Equally interesting was the call for negotiations with the militants made by the Mothers of Dagestan for Human Rights non-governmental organization at the press conference held in Moscow on November 24 (https://www.kavkaz-uzel.ru/newstext/news/id/1233995.html). It is perhaps not justified to pay much attention to this isolated fact since human rights organizations usually do not carry much weight in Russian society. This is even more so in conservative Dagestan, where all politics is aimed at satisfying Moscow’s interests, which received federal budgetary handouts in exchange for constantly expressing excessive loyalty to everything that emanates from the Kremlin.
Yet the appeal for negotiations made by the Mothers of Dagestan for Human Rights had a surprising postscript: during a press conference in Makhachkala on December 3, the chairman of Dagestan’s Committee on Religious Affairs, Akhmed Magomedov, also insisted that it is necessary to conduct a dialogue with the militants (https://kavkaz-uzel.ru/newstext/news/id/1234464.html). During the press conference it became clear that he had engaged in this initiative earlier, having held talks with the leader of Dagestan’s Salafis, Magomed Kebedov, in the late 1990s. According to Magomedov, however, the authorities set preconditions that could not have been fulfilled each time, which made the meetings fruitless. Even today he is skeptical about their efficacy.

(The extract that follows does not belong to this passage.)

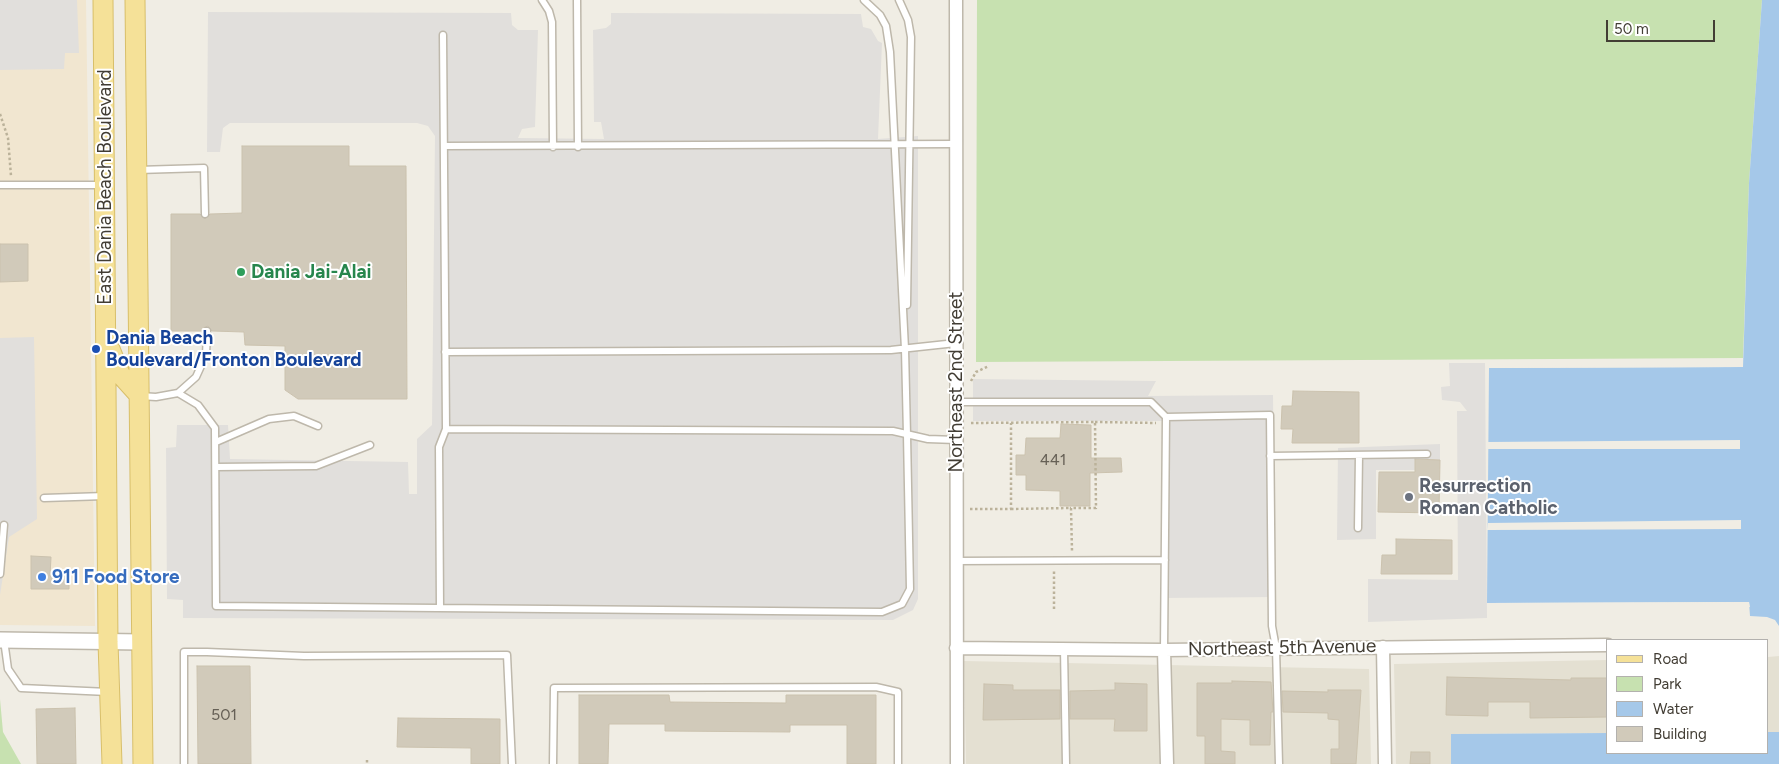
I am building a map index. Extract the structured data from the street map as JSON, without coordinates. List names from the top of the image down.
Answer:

Nonetheless, we are witness to the fact that the idea of holding dialogue with the militants has re-emerged for the first time since 1999 events. It is likely that this was undertaken for the purpose of gauging public attitudes. Dagestan is not an ordinary Russian region, where each committee chairman can have his own opinion. Even though it is difficult to imagine that the authorities would spearhead negotiations with militants under current conditions, Magomedov’s deserves attention. What is most important is that someone voiced what has been considered taboo since 1999.
The aforementioned appeal sounds even more relevant against the backdrop of the assassination of Jabir Kamaludiov, the 23-year-old nephew of the leader of Dagestani Salafis, Magomed Kebedov (Kommersant, December 4). The republic’s police already declared that the deceased was a supporter of militants, although Jabir repeatedly stated that he was pursued by law enforcement authorities because they wanted to exert pressure on his uncle and even suggested that he kill Magomed Kebedov. The Mothers of Dagestan for Human Rights expressed doubts that Jabir was involved with the militants given that today, any young man who refuses to follow the tenants of Sufism, which has been the traditional Islamic movement in Dagestan for the past two centuries, is considered a potential militant sympathizer. The vogue of Sufism among the ruling elites has undermined young people’s trust in the Sufi sheikhs and Sufism in general. A negative attitude toward Sufism is also becoming prevalent among Dagestan’s secular intelligentsia.